### [Material for this exercise]
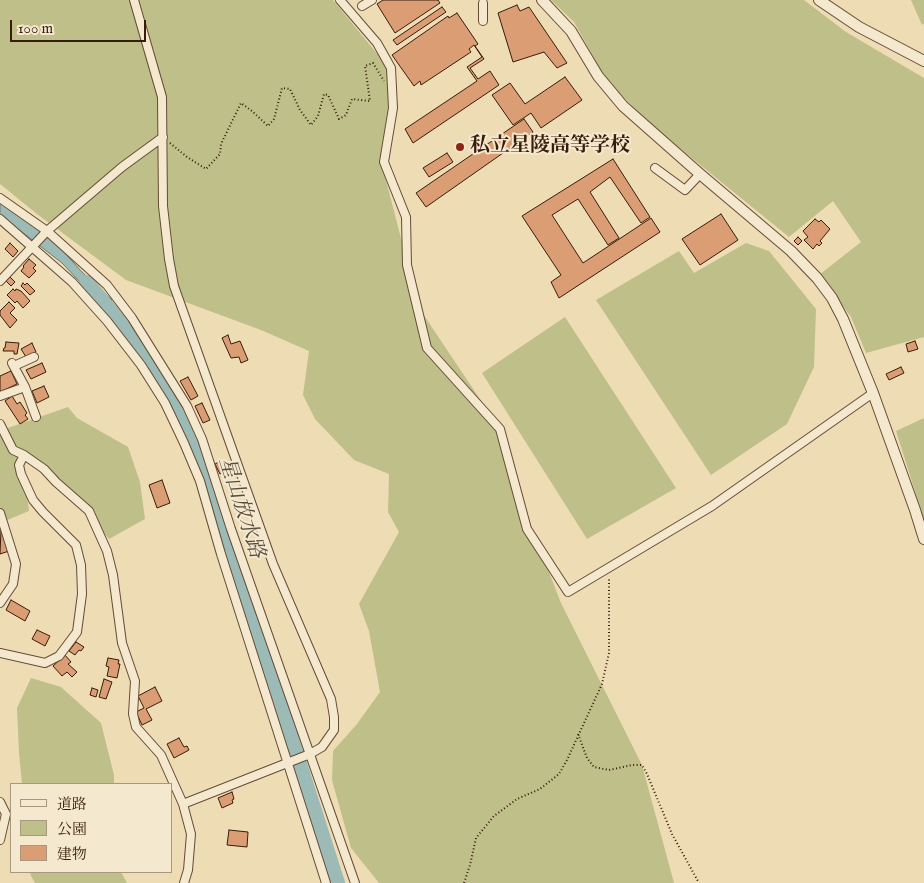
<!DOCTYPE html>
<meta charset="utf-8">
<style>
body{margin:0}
#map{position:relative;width:924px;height:883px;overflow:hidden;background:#eedcb5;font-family:"IM FELL English","Noto Serif JP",serif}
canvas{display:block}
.legend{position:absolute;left:10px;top:783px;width:162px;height:90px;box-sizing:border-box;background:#f4e8cf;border:1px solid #a99680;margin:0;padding:6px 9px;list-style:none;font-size:15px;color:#391b0a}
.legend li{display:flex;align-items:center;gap:10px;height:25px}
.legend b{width:25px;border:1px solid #a99680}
.scale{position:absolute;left:10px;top:20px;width:136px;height:22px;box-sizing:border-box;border:2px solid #391b0a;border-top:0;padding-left:6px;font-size:15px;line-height:18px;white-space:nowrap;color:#391b0a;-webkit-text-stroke:4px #f4e8cf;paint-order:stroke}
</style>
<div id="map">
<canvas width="924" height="883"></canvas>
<ul class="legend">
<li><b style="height:6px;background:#f4e8cf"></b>道路</li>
<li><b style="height:14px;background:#bfbf8a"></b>公園</li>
<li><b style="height:14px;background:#db9d73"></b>建物</li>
</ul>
<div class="scale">100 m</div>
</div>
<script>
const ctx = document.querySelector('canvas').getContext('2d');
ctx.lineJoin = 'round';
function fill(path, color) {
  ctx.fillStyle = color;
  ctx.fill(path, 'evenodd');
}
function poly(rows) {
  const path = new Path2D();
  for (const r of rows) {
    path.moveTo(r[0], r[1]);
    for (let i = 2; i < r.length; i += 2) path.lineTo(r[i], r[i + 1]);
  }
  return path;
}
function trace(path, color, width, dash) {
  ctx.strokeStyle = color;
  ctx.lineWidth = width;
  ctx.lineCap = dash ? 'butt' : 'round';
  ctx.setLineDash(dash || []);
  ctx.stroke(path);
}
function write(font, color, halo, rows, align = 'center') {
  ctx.font = font + ' "IM FELL English","Noto Serif JP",serif';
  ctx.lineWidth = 4;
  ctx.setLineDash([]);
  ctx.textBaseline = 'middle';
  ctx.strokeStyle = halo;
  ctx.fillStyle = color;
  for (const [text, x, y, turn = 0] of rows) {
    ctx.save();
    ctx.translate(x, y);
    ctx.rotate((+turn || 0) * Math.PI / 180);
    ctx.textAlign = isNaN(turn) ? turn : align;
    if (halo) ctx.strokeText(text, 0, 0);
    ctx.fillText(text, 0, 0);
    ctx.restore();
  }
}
fill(poly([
 [0,0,333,0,388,67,393,98,381,161,419,308,504,435,505,459,561,603,642,765,674,883,379,883,351,848,332,780,333,751,357,724,380,692,369,631,359,604,399,532,388,512,389,474,354,460,315,419,303,395,309,351,261,330,126,280,37,214,0,184],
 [551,0,804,0,846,32,924,78,924,337,866,353,851,317,819,275,861,242,833,201,789,237,651,125,607,81,574,22],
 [911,0,924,0,924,23,922,25],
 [746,243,769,251,816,309,814,367,787,424,711,475,596,300,679,251,694,273],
 [565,317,676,488,587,539,482,373],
 [68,407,77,418,128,447,140,482,145,519,109,539,69,494,13,443,22,458,29,511,5,521,0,507,0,419,5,429],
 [924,418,924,520,896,431],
 [31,678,61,687,101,723,114,775,114,784,22,784,19,753,17,708],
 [30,872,121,872,127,883,35,883,31,876]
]), '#bfbf8a');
const water = poly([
 [0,202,53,240,82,272,112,300,98,301,62,263,0,215,0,202]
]);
fill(water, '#9cbab6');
trace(water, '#747a71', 1);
trace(poly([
 [87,283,141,348,162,379,182,413,199,450,337,883]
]), '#9cbab6', 16);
const building = poly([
 [383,0,438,0,440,3,395,33,377,4,383,0],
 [517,5,520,11,529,7,567,63,557,68,544,52,513,62,498,13,517,5],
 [442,7,446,12,397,45,393,40,442,7],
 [457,13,478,44,475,46,484,59,470,68,478,79,490,71,499,85,413,143,405,129,477,81,467,67,482,57,474,45,469,49,471,52,421,85,420,81,414,86,392,55,448,16,449,18,457,13],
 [565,77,582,100,541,128,531,113,513,125,492,95,510,83,525,104,565,77],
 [524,119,533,132,426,207,416,193,524,119],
 [447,153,453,162,429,177,423,168,447,153],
 [613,159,650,217,641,223,610,177,590,192,619,238,608,245,578,199,552,215,583,263,651,218,660,232,559,298,551,282,561,275,522,216,613,159],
 [721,214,738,240,700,265,682,239,721,214],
 [815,219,819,222,821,220,830,229,820,241,822,243,819,246,817,244,813,249,804,240,808,237,803,231,815,219],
 [798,237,802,241,798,245,794,241,798,237],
 [10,243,18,251,13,257,5,249,10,243],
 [29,259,36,265,33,268,36,271,29,278,21,271,24,267,23,266,29,259],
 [10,277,15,282,11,286,6,281,10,277],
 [23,283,25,285,27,283,35,291,30,295,21,286,23,283],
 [13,289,15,291,16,289,21,291,30,301,23,308,17,301,15,303,7,295,13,289],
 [9,302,15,308,10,313,17,320,10,328,0,315,0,311,9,302],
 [228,335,231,344,240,341,248,360,241,363,239,357,231,358,222,338,228,335],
 [915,341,918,349,908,352,906,344,915,341],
 [6,342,19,343,17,354,14,354,14,351,3,351,4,348,5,348,6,342],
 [32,343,36,352,26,357,21,349,32,343],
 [42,363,46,372,31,379,26,370,42,363],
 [901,367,904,373,889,380,886,374,901,367],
 [11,371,17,384,0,392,0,376,11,371],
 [188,377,198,396,191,400,180,381,188,377],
 [44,386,49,397,37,403,32,391,44,386],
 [12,396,17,404,20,402,27,413,25,415,28,419,20,424,5,401,12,396],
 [202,403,210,420,203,423,195,406,202,403],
 [221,461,226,471,220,474,215,464,221,461],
 [162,480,170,503,157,508,149,485,162,480],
 [1,529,3,535,5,534,9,551,0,554,1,529],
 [11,600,30,611,25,621,6,610,11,600],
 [37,630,50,636,45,646,32,639,37,630],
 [76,642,84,647,81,651,79,650,75,655,69,651,76,642],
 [65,655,71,662,68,664,77,672,72,677,67,672,62,676,53,666,65,655],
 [108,658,119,660,118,664,120,664,117,678,107,676,109,667,106,666,108,658],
 [104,679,112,682,106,699,99,697,104,679],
 [155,687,162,701,146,709,152,720,142,725,136,712,144,708,138,696,155,687],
 [92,688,98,690,96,697,90,695,92,688],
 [179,738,184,747,187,746,189,750,174,758,167,744,179,738],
 [232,792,234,799,232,800,233,803,222,808,218,798,232,792],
 [229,830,248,832,247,847,227,845,229,830]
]);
fill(building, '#db9d73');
trace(building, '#391b0a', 1);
const minor = poly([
 [134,0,162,97,163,206,169,259,174,286,273,564,331,699,334,717,334,730,322,747,310,754,183,804],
 [340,0,377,43,391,68,393,108,384,162,406,217,407,265,427,348,500,429,527,529,568,592,712,506,873,393],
 [362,6,372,0],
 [483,21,483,3],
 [655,168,685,190,700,174],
 [0,198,47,231,107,285,132,318,187,406,202,439,231,529,355,883],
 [0,219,72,282,107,321,141,365,165,403,184,443,200,481,221,554,326,883],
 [0,281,47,231,122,167,163,137],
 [14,366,34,357],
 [25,387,36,417],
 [0,396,25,387,12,363],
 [0,424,13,450,24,455,44,469,56,482,89,511,107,551,113,575,122,643,135,681,133,714,136,727,161,755,183,804,191,834,188,870,184,883],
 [0,513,16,564,13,584,0,603],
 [0,653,45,663,59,656,77,632,82,594,81,565,76,545,43,512,33,500,21,474,19,465,24,455],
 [0,802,6,814,0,840]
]);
const tertiary = poly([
 [542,0,571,31,598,76,623,106,700,174,791,251,817,278,832,298,843,319,873,393,915,510,924,539],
 [819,0,859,27,924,61]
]);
trace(minor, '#664b35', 10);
trace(tertiary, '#664b35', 12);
trace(poly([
 [170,143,187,157,206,169,220,154,221,144,241,103,252,111,268,126,274,119,282,88,290,89,300,110,311,125,318,116,324,94,328,95,339,119,346,115,352,99,370,101,365,66,373,63,384,81],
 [578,734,587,758,594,767,609,770,632,765,642,765,647,774,672,834,699,883],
 [464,883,470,865,476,838,494,816,517,799,540,789,559,774,567,760,602,684,609,653,609,578]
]), '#391b0a', 2, [1, 2.5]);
trace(minor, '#f4e8cf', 8);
trace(tertiary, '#f4e8cf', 10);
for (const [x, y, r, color] of [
 [460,147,5,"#8f2418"]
]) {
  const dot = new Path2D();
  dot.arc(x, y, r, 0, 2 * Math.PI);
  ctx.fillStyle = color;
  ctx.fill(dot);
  trace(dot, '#f4e8cf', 2);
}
write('bold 20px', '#391b0a', '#f4e8cf', [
 ["私立星陵高等学校",470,147]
], 'left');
write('italic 21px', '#574b3e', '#f4e8cf', [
 ["星山放水路",240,508,72]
]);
</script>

### [Your objective]
Give back exactly the lines from the first line of the data through the line with "ctx.font = font", pictures excluded.

### [Reply to the task]
<!DOCTYPE html>
<meta charset="utf-8">
<style>
body{margin:0}
#map{position:relative;width:924px;height:883px;overflow:hidden;background:#eedcb5;font-family:"IM FELL English","Noto Serif JP",serif}
canvas{display:block}
.legend{position:absolute;left:10px;top:783px;width:162px;height:90px;box-sizing:border-box;background:#f4e8cf;border:1px solid #a99680;margin:0;padding:6px 9px;list-style:none;font-size:15px;color:#391b0a}
.legend li{display:flex;align-items:center;gap:10px;height:25px}
.legend b{width:25px;border:1px solid #a99680}
.scale{position:absolute;left:10px;top:20px;width:136px;height:22px;box-sizing:border-box;border:2px solid #391b0a;border-top:0;padding-left:6px;font-size:15px;line-height:18px;white-space:nowrap;color:#391b0a;-webkit-text-stroke:4px #f4e8cf;paint-order:stroke}
</style>
<div id="map">
<canvas width="924" height="883"></canvas>
<ul class="legend">
<li><b style="height:6px;background:#f4e8cf"></b>道路</li>
<li><b style="height:14px;background:#bfbf8a"></b>公園</li>
<li><b style="height:14px;background:#db9d73"></b>建物</li>
</ul>
<div class="scale">100 m</div>
</div>
<script>
const ctx = document.querySelector('canvas').getContext('2d');
ctx.lineJoin = 'round';
function fill(path, color) {
  ctx.fillStyle = color;
  ctx.fill(path, 'evenodd');
}
function poly(rows) {
  const path = new Path2D();
  for (const r of rows) {
    path.moveTo(r[0], r[1]);
    for (let i = 2; i < r.length; i += 2) path.lineTo(r[i], r[i + 1]);
  }
  return path;
}
function trace(path, color, width, dash) {
  ctx.strokeStyle = color;
  ctx.lineWidth = width;
  ctx.lineCap = dash ? 'butt' : 'round';
  ctx.setLineDash(dash || []);
  ctx.stroke(path);
}
function write(font, color, halo, rows, align = 'center') {
  ctx.font = font + ' "IM FELL English","Noto Serif JP",serif';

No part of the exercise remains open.